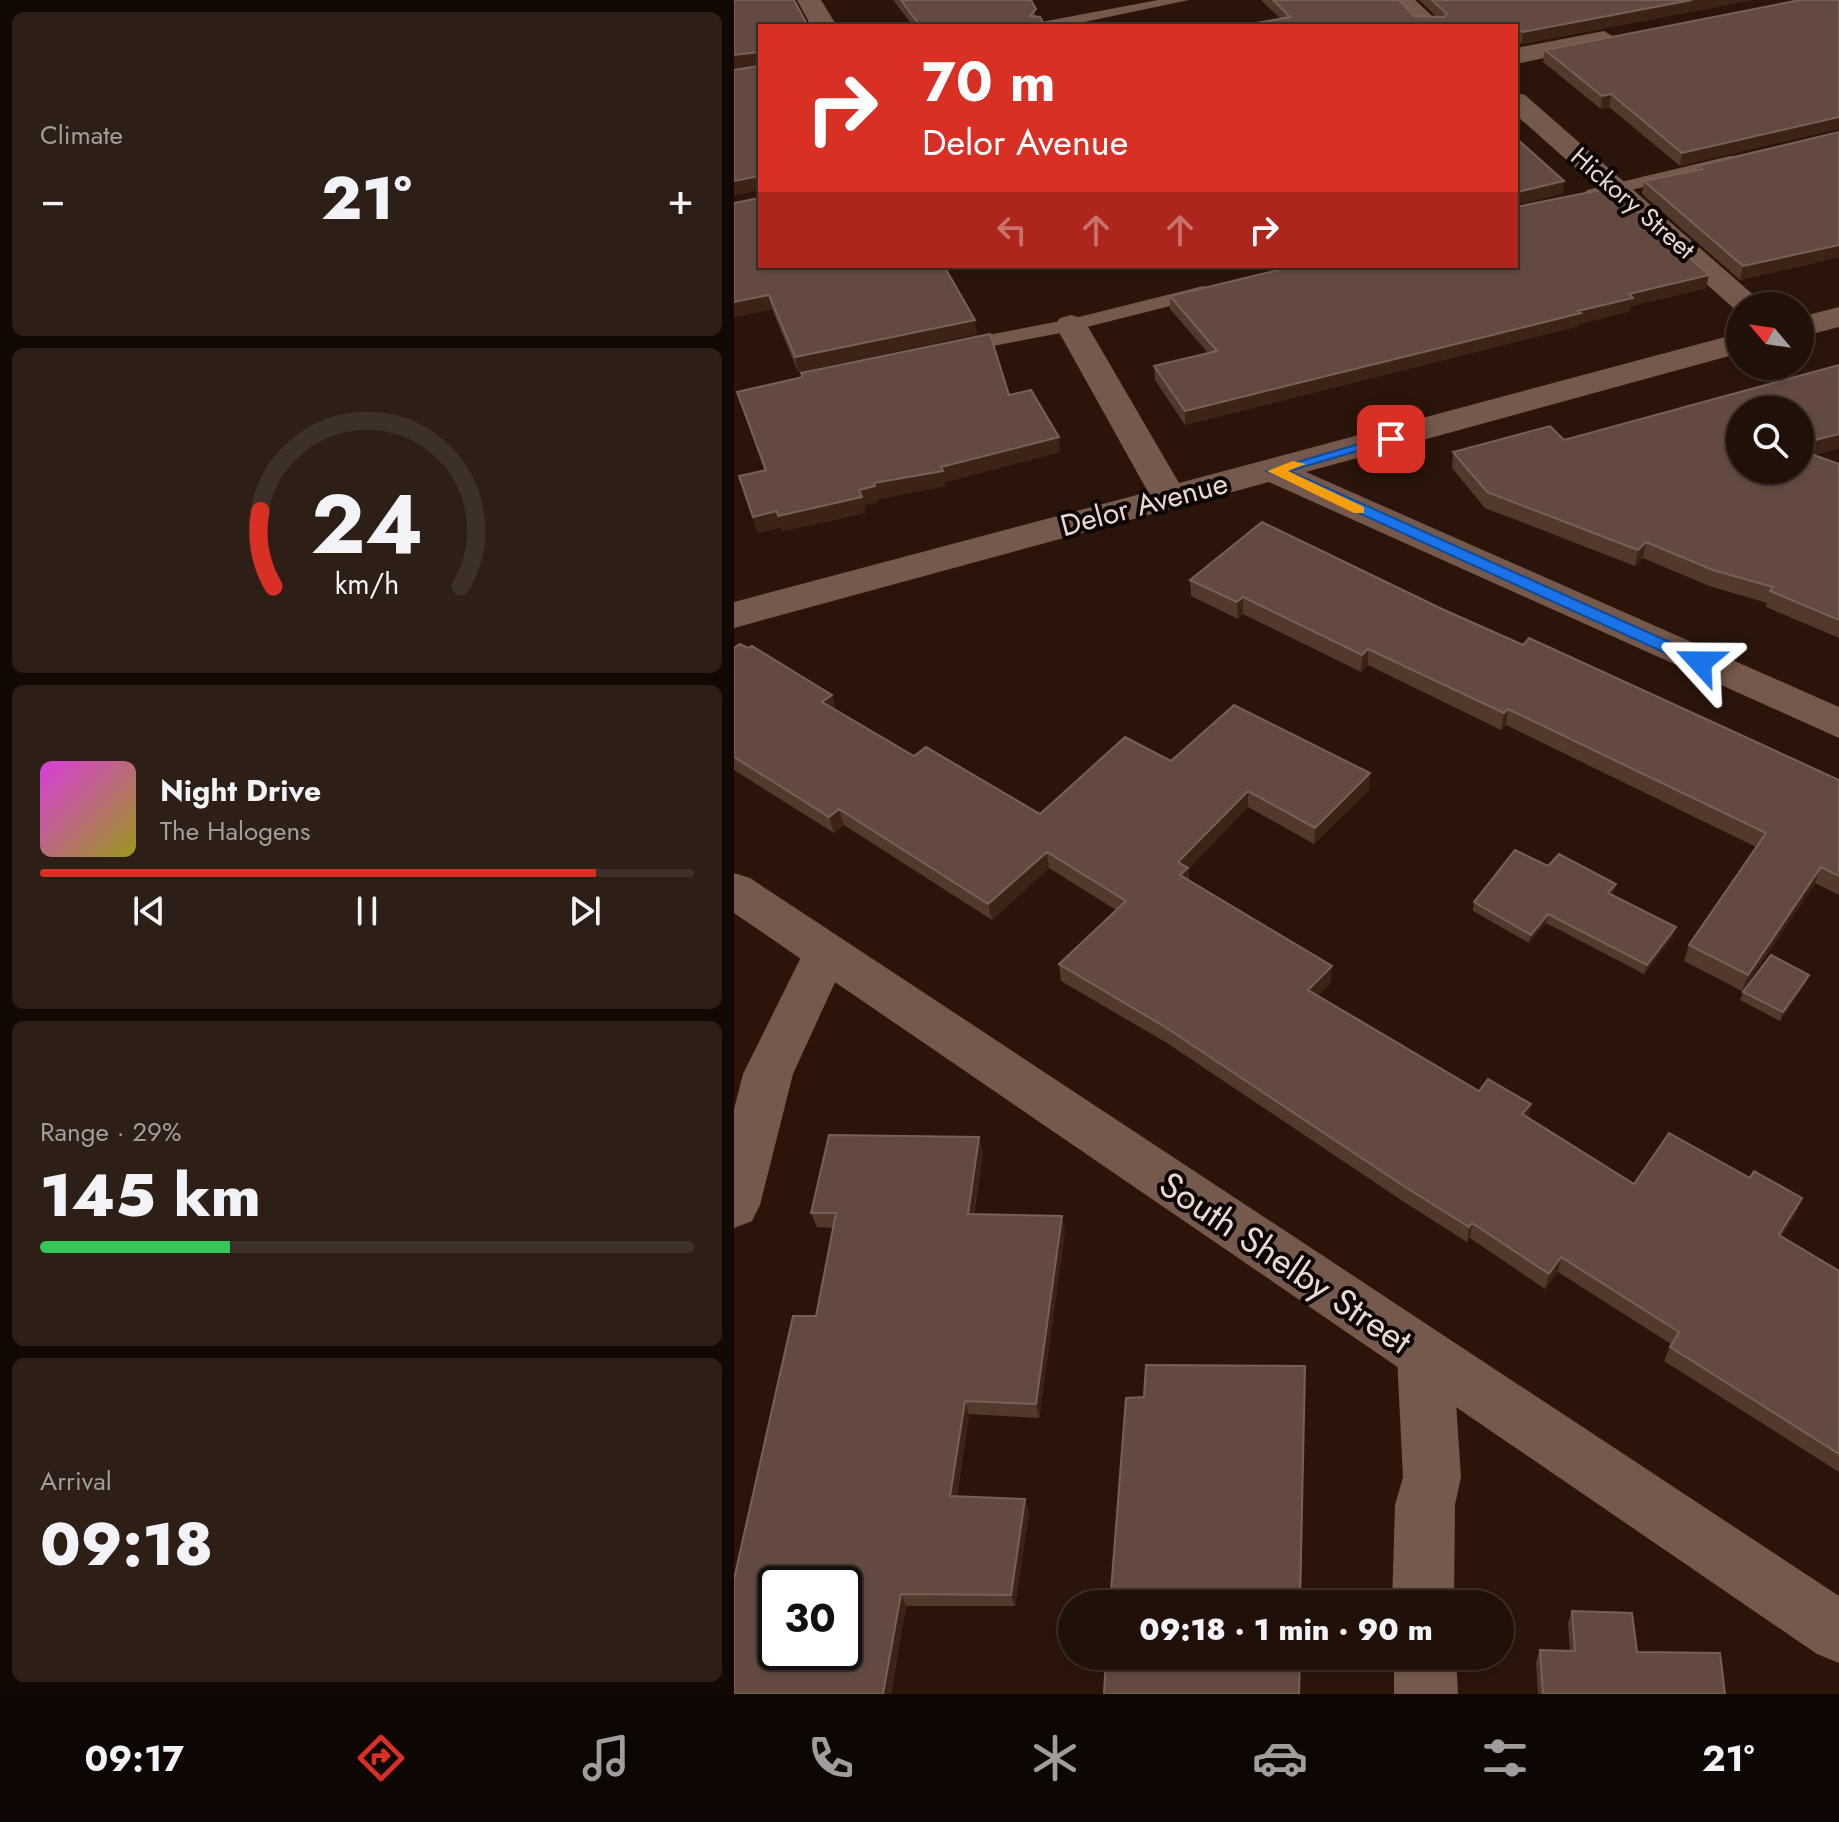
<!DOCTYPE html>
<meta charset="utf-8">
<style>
:root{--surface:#201008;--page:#2d1e16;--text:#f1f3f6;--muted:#a29d9c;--line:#3d3029;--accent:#d93025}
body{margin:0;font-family:Jost,sans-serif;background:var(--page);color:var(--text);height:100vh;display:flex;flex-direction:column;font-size:30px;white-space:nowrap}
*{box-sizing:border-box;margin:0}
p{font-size:26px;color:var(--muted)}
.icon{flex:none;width:44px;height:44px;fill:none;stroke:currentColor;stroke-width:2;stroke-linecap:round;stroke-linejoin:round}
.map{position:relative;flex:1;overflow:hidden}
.drawer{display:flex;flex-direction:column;gap:12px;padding:12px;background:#120904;width:734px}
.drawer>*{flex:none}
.banner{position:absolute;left:24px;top:24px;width:760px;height:244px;border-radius:0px;box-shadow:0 2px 6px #0004,0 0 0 2px var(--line);background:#d93025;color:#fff;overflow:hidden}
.needle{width:52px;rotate:299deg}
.controls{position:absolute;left:992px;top:292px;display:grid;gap:16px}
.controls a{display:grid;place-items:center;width:88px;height:88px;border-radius:50%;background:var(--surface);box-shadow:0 2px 6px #0004,0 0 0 2px var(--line);font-size:40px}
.speed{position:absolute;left:24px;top:1566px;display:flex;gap:16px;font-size:40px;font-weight:700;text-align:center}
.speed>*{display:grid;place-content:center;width:104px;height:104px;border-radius:50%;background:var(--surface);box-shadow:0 2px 6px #0004,0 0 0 2px var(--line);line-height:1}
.speed .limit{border:4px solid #111;border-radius:12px;background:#fff;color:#111}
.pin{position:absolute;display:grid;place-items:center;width:68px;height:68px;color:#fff;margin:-34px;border-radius:16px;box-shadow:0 4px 12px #0006}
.me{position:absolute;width:88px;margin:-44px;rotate:294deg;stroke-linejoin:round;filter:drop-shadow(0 0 6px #0008)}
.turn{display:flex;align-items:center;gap:28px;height:168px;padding:0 32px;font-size:36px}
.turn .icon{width:104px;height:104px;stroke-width:2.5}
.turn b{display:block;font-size:56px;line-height:68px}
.lanes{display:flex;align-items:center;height:76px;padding:0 32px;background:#0003;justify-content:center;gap:40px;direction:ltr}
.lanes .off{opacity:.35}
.big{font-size:60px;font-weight:800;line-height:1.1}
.drawer .card{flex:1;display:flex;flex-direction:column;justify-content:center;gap:12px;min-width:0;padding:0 28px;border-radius:12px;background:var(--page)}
.drawer .dial{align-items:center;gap:0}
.dial svg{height:208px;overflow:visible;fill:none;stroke:var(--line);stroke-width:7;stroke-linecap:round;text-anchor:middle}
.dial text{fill:var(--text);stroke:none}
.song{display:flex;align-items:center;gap:24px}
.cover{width:96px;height:96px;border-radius:12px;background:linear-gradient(135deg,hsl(300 70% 55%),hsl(60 70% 35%))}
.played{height:8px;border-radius:4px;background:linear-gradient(90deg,var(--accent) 85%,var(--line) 85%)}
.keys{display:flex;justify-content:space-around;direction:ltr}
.heat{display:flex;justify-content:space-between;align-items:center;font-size:44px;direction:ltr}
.charge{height:12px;border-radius:6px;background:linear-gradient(90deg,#34c759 29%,var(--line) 0)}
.trip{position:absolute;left:324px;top:1590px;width:456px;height:80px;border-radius:40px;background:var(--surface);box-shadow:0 2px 6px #0004,0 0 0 2px var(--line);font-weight:800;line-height:80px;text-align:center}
.tab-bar{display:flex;height:128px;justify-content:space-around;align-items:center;background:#0d0603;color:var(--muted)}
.tab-bar .icon{width:56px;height:56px}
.tab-bar .active{color:var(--accent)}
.tab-bar b{font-size:36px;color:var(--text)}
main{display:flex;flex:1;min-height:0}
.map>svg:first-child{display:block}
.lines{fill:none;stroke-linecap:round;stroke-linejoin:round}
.lane{fill:#75594d;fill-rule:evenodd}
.street{fill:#75594d;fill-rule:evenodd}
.secondary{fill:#75594d;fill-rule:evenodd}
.wall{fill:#51392e}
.shaded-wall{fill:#3b2318}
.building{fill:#624a40;stroke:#776056;stroke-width:2;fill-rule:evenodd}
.route{fill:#1a73e8;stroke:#114b97;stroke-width:2}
.slow{fill:#f59e0b}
.labels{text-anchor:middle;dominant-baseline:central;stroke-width:8;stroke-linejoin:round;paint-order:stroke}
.far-street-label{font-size:26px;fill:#e8d8d1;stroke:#0c0402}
.street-label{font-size:30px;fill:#e8d8d1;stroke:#0c0402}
.near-street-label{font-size:36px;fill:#e8d8d1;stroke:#0c0402}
</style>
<main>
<section class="drawer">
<div class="card"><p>Climate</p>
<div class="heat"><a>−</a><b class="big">21°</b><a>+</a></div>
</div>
<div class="card dial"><svg viewBox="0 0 100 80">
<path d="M14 69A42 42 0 1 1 86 69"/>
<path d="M14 69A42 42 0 0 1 9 40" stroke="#d93025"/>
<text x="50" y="56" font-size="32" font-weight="700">24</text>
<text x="50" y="72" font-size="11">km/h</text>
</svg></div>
<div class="card">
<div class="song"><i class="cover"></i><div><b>Night Drive</b><p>The Halogens</p></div></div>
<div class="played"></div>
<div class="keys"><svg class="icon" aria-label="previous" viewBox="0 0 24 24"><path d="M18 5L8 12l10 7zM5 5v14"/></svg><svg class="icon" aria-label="pause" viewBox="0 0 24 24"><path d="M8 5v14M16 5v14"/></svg><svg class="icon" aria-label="next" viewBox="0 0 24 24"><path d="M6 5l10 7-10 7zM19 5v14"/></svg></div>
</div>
<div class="card"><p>Range · 29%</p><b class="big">145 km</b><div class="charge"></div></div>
<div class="card"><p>Arrival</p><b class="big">09:18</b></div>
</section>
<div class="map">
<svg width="1105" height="1694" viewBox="0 0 1105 1694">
<rect width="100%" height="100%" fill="#2b150a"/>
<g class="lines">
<!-- lane -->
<path class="lane" d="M424 0H455L331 26H300L307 22Z
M996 156 1002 157V165L859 199 850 194 853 190Z
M469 286 476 288V296L337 331 222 353 212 347 222 341 337 319Z"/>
<!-- street -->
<path class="street" d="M63 0H87L103 26H77Z
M654 0H681L709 26H681Z
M870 31 883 39 879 44 782 64V48Z
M782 93 791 95 1032 306H1006L1005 313 782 115Z
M1105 307V327L1066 337V317Z
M337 315 348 318 353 325 445 483 1006 333V353L572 472 1105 707V738L535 482 0 628V602L414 492 321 325 326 318Z
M91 936 107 941 114 954 59 1074 26 1205 18 1221 0 1228V1109L9 1074 75 941Z
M691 1331 711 1338 719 1357 727 1477 721 1505 720 1604H658L661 1505 669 1477 663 1357 671 1338Z
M660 1656H722L724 1694H660Z"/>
<!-- secondary -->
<path class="secondary" d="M0 873 16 878 1105 1596V1663L1083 1654 0 913Z"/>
</g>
<!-- wall -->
<path class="wall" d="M0 0 26 26 243 334 64 372 38 309 0 317V203L25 198V190L0 195 25 66 0 69Z
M159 0H297L302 17 311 26H179Z
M527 0H665L680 16 703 17 685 0H1019L787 44 782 39V26H505L546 18Z
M1066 0 946 166 875 107 867 109 809 62 811 50Z
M1105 132V257L1006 280 908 194 910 181 963 170V166Z
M972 288 897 306 896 311 845 324V326L451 425 421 380 420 366 474 353 436 309V296Z
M1105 365V448L1080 455 1105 464V638L1032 607 1033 603 975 586 909 558 901 566 751 508 718 468 719 452 830 440Z
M67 373 275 395 326 452 211 482V486L144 499V502L130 505 131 513 49 531 47 527 24 533 5 476 30 470 8 407 3 392 68 378Z
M456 580 708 609 789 645 1105 780V895L1081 883 1008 991 950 961 955 945 1022 847 772 725 767 730 634 665 627 672 509 614 504 619 457 596Z
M0 648 98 695 102 711 180 756 306 814 437 761 635 790 580 844 514 807 454 869 455 880 597 982 584 996 745 1091 797 1104 794 1118 900 1184 1016 1178 1068 1198 1062 1213 1047 1237 1105 1271V1472L930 1361 937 1344 824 1272 811 1289 736 1238 733 1242 667 1200 433 1043 327 981 325 964 382 910 315 868 258 920 110 825 100 833 0 770Z
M814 866 882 884 878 895 939 936 910 974 812 923 795 943 739 911 740 902Z
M1071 984 1046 1021 1006 1000 1009 992Z
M249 1152 240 1214 331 1230 305 1418 235 1414 223 1496 291 1499 295 1512 281 1606H172L157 1694H0L82 1316 99 1228 83 1227 77 1213Z
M838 1611 903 1652 991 1694H804L802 1662 806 1650 836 1651 834 1623Z"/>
<!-- shaded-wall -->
<path class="shaded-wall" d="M958 0H1019L787 44 789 32Z
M25 52 26 65 0 69V55Z
M877 94 875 107 867 109 868 96Z
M1105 117V129L946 166 948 153Z
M25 176 26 190 0 195V181Z
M830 181 829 194 782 205 783 192Z
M1105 245V257L1006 280 1009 266Z
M975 275 972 288 897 306 896 311 845 324V326L451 425V411L844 311 895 294Z
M35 295 38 309 0 317V302Z
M241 320 243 334 64 372 61 357Z
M1105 434V448L1066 459V444Z
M325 437 326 452 211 482V486L144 499V502L130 505 131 513 49 531 44 516 125 490 140 483Z
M43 511 47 527 24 533 19 517Z
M912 542 909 558 901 566 904 550Z
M509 597V614L504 619 503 602Z
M634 649V665L627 672 628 655Z
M98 695 103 711 88 702Z
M774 709 772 725 767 730 770 713Z
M636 773 635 790 580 844 581 828Z
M514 791V807L454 869 455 884 448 892 444 862Z
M105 809 110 825 100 833 95 817Z
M313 852 315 868 258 920 254 904Z
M1087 867 1081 883 1008 991 1014 975Z
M882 884 880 893 872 902 874 893Z
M814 914 812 923 795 943 797 935Z
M942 927 939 936 910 974 913 965Z
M598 966 597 982 574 1007V990Z
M1075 975 1071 984 1046 1021 1049 1012Z
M797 1104 794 1119 788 1114Z
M245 1137 249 1152 237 1228 234 1214Z
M1068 1198 1062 1213 1039 1250 1045 1235Z
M328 1216 331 1230 305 1418 302 1404Z
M738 1223 736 1238 733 1242 735 1227Z
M827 1257 824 1272 811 1289 815 1274Z
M231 1401 235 1414 221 1508 216 1496Z
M291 1499 295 1512 281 1606 277 1595Z
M167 1594 172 1606 157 1694H149Z"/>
<!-- building -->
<path class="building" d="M0 0H60L74 26H26V266H210L241 320 61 357 35 295 0 302V203L25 198V176L0 181V70L25 66V52L0 55Z
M167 0H297L302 9 296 16 306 17 311 26H186Z
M539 0H665L680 16 710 17 713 14 698 0H958L789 32 778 24 766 26H505L556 17Z
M1066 0H1105V117L948 153 877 94 868 96 811 50Z
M1105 132V245L1009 266 910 181 968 169 963 166Z
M782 138 830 181 783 192 782 201Z
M876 188 975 275 895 294 899 298 844 311 847 313 451 411 420 366 483 351 436 296 561 266H782V207Z
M256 334 275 395 297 390 325 437 207 467 209 471 140 483 141 486 125 490 128 497 44 516 43 511 19 517 5 476 32 470 3 392 69 377 67 373Z
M1105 365V434L1066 444V410H1006V470H1066V450L1105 464V620L1036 591 1039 587 979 570 912 542 904 550 753 492 719 452 816 426 830 440Z
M528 522 708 609 789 645 795 638 1105 780V876L1087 867 1014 975 955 945 1032 833 774 709 770 713 634 649 628 655 509 597 503 602 456 580Z
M6 644 14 648 18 646 98 695 88 702 180 756 192 747 306 814 391 737 437 761 500 705 636 773 581 828 514 791 444 862 454 868 446 875 598 966 574 990 745 1091 754 1079 797 1104 788 1114 900 1184 935 1133 1016 1178 1020 1171 1068 1198 1045 1235 1105 1271V1454L936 1347 945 1332 827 1257 815 1274 738 1223 735 1227 668 1185 431 1027 325 964 392 901 313 852 254 904 105 809 95 817 0 757V648Z
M781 850 814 866 825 854 882 884 874 893 942 927 913 965 814 914 797 935 740 902Z
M1037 955 1075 975 1049 1012 1009 992Z
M95 1135 245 1137 234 1214 328 1216 302 1404 231 1401 216 1496 291 1499 277 1595 167 1594 149 1694H0V1579L59 1316H82L102 1213H77ZM42 1584H110V1652H42Z
M412 1365 571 1366 566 1604H376L392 1398 410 1397Z
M838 1611 898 1613 903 1652 986 1653 991 1694H809L806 1650 841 1651Z
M372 1656H566L565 1694H370Z"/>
<!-- route -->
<path class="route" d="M652 436 664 439 555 471 971 658V666H960L533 471Z"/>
<!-- slow -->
<path class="slow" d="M559 461 572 464 554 471 630 507V513H620L533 471Z"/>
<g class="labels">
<!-- far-street labels -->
<g class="far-street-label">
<text transform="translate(899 203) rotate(41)">Hickory Street</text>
</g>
<!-- street labels -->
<g class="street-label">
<text transform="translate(410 504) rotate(-15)">Delor Avenue</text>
</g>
<!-- near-street labels -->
<g class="near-street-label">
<text transform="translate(552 1262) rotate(34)">South Shelby Street</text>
</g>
</g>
</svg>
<div class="controls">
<a><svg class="needle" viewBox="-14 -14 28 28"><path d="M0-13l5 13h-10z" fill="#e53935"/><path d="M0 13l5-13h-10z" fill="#a29d9c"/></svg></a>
<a><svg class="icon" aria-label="search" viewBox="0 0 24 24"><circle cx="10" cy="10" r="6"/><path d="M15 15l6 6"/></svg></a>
</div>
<div class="speed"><div class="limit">30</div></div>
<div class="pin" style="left:657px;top:439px;background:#d93025"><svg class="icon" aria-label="arrive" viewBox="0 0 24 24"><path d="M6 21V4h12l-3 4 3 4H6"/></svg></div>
<svg class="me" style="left:966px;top:662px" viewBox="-20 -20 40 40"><path d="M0-17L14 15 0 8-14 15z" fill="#1a73e8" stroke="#fff" stroke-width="4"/></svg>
<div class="trip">09:18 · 1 min · 90 m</div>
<div class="banner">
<div class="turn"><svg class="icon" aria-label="right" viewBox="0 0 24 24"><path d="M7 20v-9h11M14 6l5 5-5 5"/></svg><div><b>70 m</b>Delor Avenue</div></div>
<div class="lanes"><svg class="icon off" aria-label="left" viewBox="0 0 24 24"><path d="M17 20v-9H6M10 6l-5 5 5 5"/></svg><svg class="icon off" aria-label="ahead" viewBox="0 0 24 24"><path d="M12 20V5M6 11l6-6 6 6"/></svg><svg class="icon off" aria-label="ahead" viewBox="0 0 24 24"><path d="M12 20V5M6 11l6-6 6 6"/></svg><svg class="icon" aria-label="right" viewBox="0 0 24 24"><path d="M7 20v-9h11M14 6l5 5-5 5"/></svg></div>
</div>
</div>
</main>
<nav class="tab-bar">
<b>09:17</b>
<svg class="icon active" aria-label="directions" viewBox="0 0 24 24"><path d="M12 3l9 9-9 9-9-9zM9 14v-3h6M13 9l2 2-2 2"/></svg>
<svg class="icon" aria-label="music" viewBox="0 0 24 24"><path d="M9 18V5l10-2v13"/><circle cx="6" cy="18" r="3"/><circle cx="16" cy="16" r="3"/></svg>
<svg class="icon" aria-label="phone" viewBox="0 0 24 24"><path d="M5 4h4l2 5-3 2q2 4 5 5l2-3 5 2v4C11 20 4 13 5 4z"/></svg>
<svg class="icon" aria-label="climate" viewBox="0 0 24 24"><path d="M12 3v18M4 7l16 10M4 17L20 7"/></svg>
<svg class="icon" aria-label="car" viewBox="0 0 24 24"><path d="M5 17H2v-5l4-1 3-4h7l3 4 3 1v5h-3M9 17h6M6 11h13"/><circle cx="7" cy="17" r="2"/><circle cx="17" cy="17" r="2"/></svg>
<svg class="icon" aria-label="filters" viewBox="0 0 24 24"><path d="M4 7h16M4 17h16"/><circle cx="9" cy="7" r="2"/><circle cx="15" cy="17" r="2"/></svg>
<b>21°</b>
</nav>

## Problem to solve
Each line in the data that holds the word "rule" must be copied.

## Answer section
.lane{fill:#75594d;fill-rule:evenodd}
.street{fill:#75594d;fill-rule:evenodd}
.secondary{fill:#75594d;fill-rule:evenodd}
.building{fill:#624a40;stroke:#776056;stroke-width:2;fill-rule:evenodd}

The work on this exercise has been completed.